■ **GIVEN ENTRIES**:
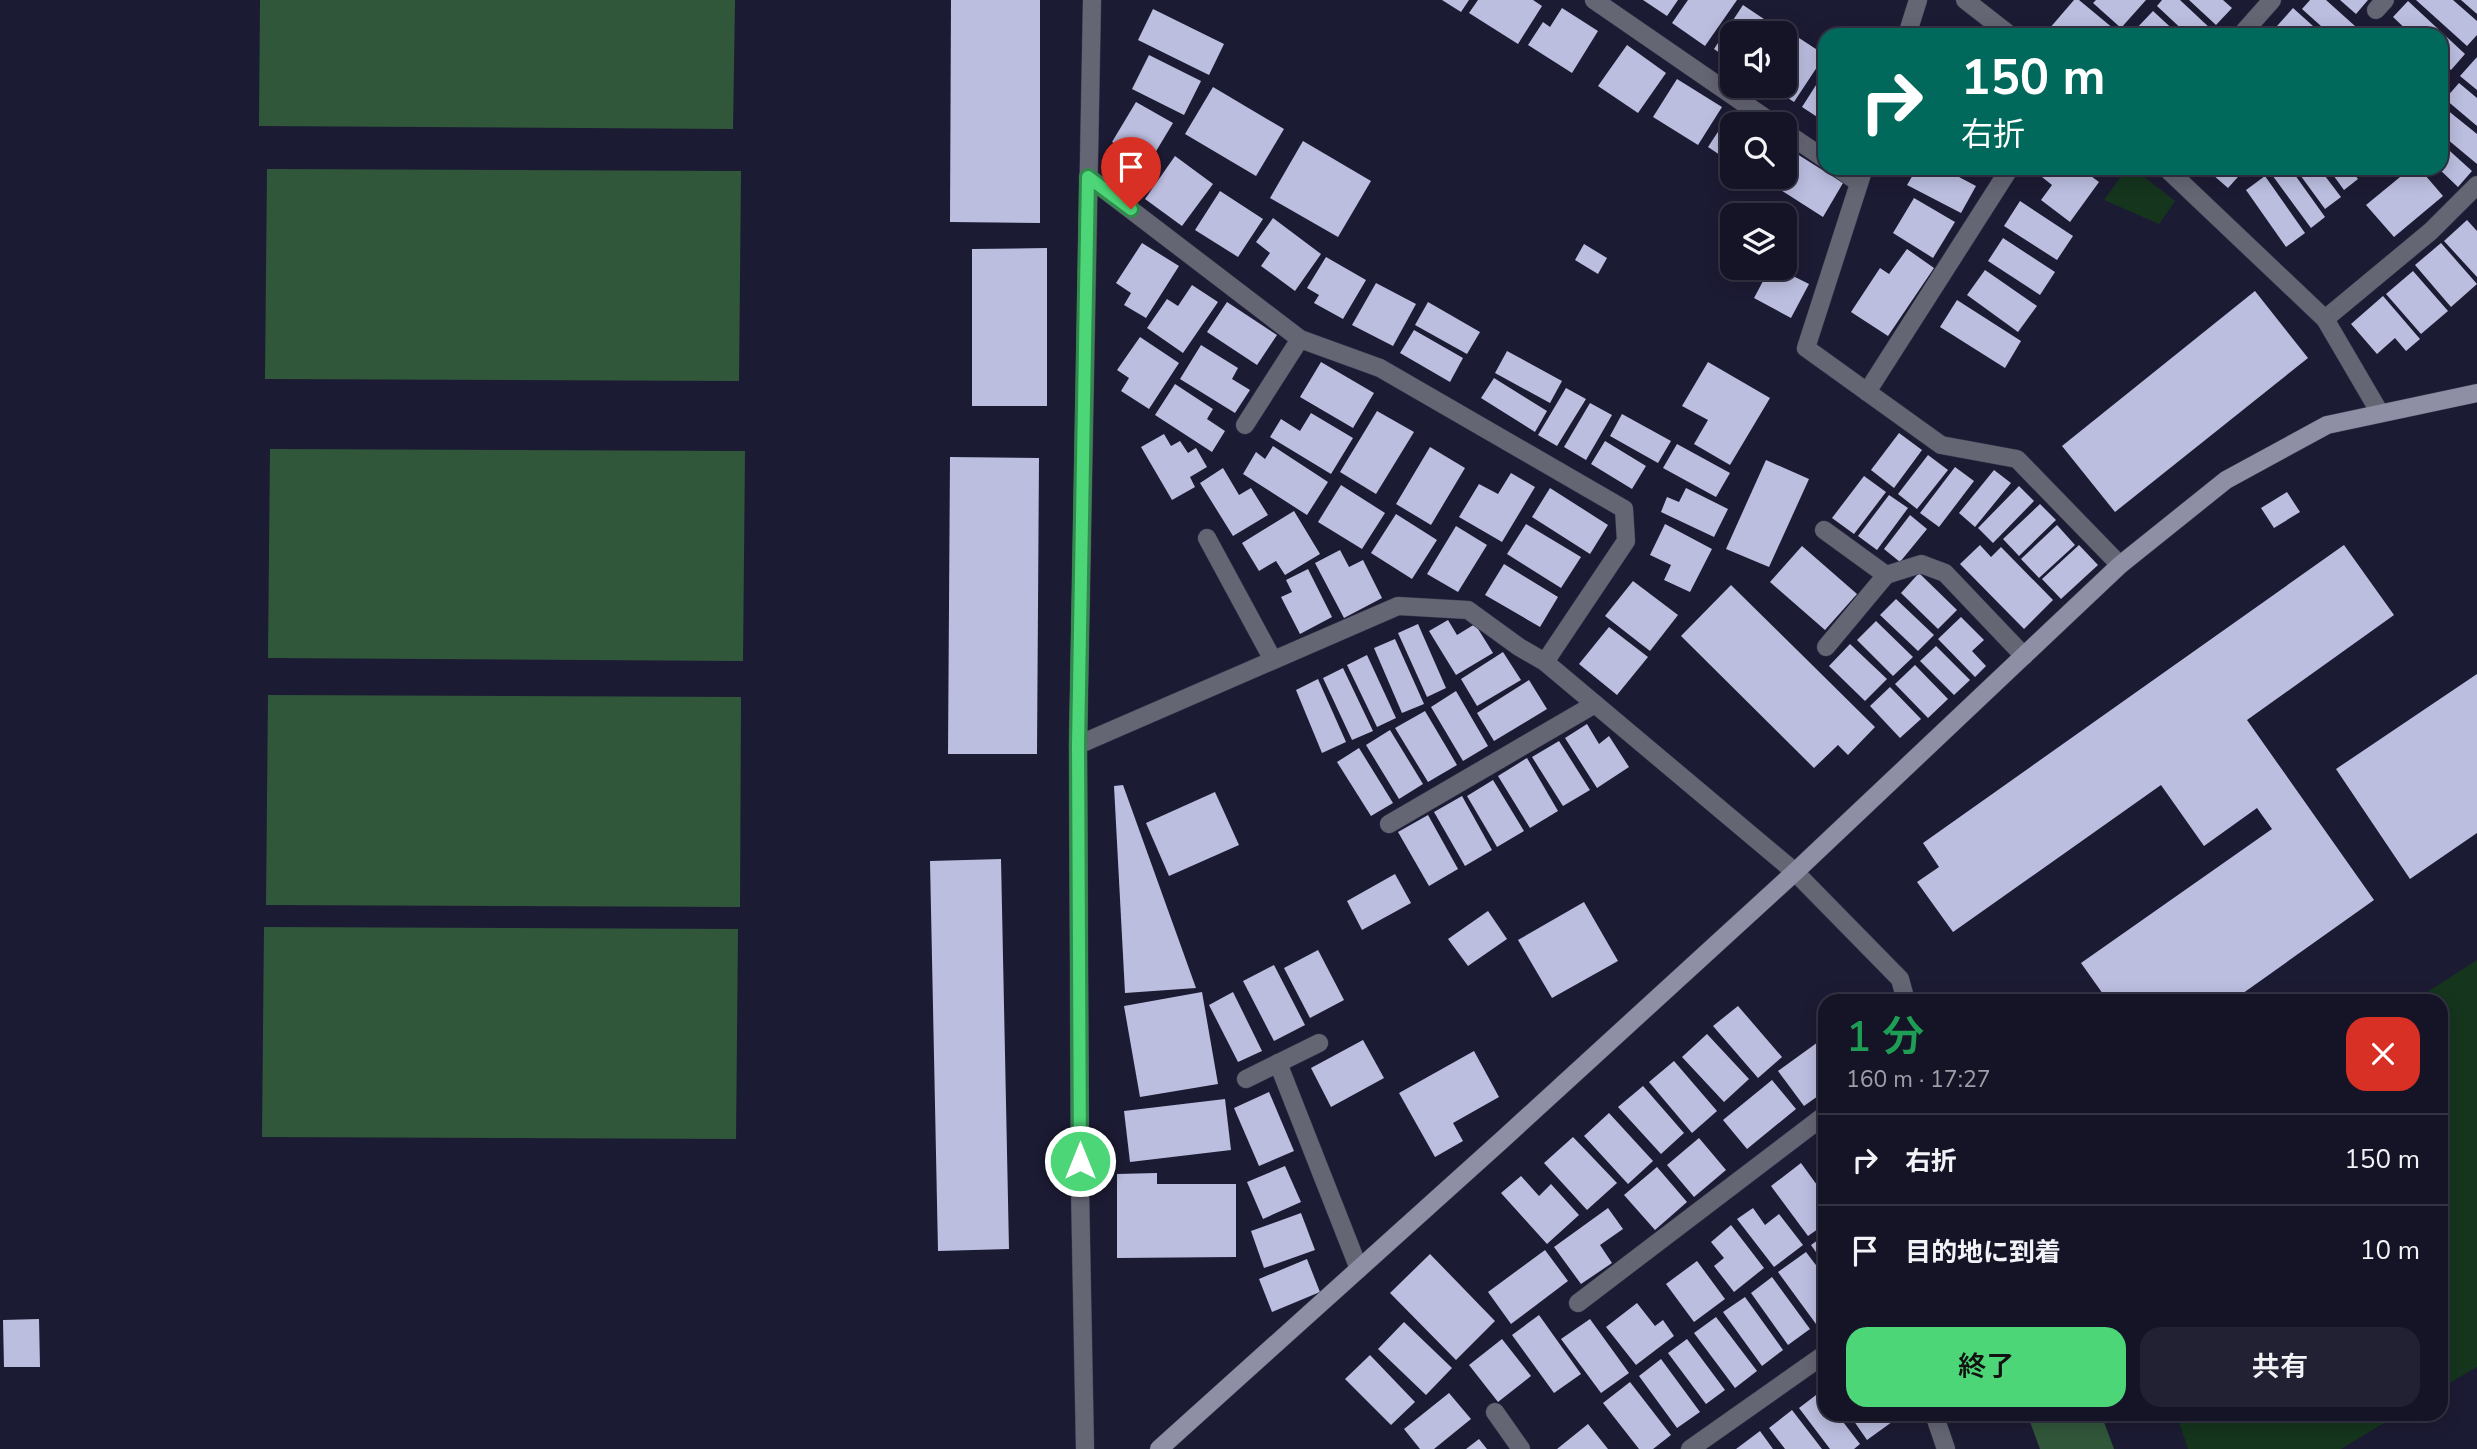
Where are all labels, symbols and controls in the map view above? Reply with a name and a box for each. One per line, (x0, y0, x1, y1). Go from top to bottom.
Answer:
map controls (1720, 21, 1797, 280)
button: sound (1720, 21, 1797, 98)
text: 150 m (1961, 44, 2105, 111)
icon: right (1846, 56, 1937, 147)
button: search (1720, 112, 1797, 189)
text: 右折 (1961, 113, 2025, 156)
pin (1101, 137, 1161, 209)
icon: arrive (1112, 148, 1150, 186)
button: layers (1720, 203, 1797, 280)
text: 1 分 (1846, 1009, 1924, 1066)
button: close (2346, 1017, 2420, 1091)
text: 160 m · 17:27 (1846, 1064, 1991, 1095)
position arrow (1043, 1124, 1117, 1198)
icon: right (1846, 1141, 1884, 1179)
text: 150 m (2344, 1142, 2420, 1177)
text: 右折 (1905, 1144, 1957, 1179)
icon: arrive (1846, 1232, 1884, 1270)
text: 10 m (2360, 1233, 2420, 1268)
text: 目的地に到着 (1905, 1235, 2061, 1270)
button: 終了 (1846, 1327, 2126, 1407)
button: 共有 (2140, 1327, 2420, 1407)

■ **HOW TO COMPLETE THIS TASK**:
Restate the records word for word, omitting images.

■ **OUTPUT OF THE EXERCISE**:
Where are all labels, symbols and controls in the map view above? Reply with a name and a box for each. One per line, (x0, y0, x1, y1). Go from top to bottom.
Answer:
map controls (1720, 21, 1797, 280)
button: sound (1720, 21, 1797, 98)
text: 150 m (1961, 44, 2105, 111)
icon: right (1846, 56, 1937, 147)
button: search (1720, 112, 1797, 189)
text: 右折 (1961, 113, 2025, 156)
pin (1101, 137, 1161, 209)
icon: arrive (1112, 148, 1150, 186)
button: layers (1720, 203, 1797, 280)
text: 1 分 (1846, 1009, 1924, 1066)
button: close (2346, 1017, 2420, 1091)
text: 160 m · 17:27 (1846, 1064, 1991, 1095)
position arrow (1043, 1124, 1117, 1198)
icon: right (1846, 1141, 1884, 1179)
text: 150 m (2344, 1142, 2420, 1177)
text: 右折 (1905, 1144, 1957, 1179)
icon: arrive (1846, 1232, 1884, 1270)
text: 10 m (2360, 1233, 2420, 1268)
text: 目的地に到着 (1905, 1235, 2061, 1270)
button: 終了 (1846, 1327, 2126, 1407)
button: 共有 (2140, 1327, 2420, 1407)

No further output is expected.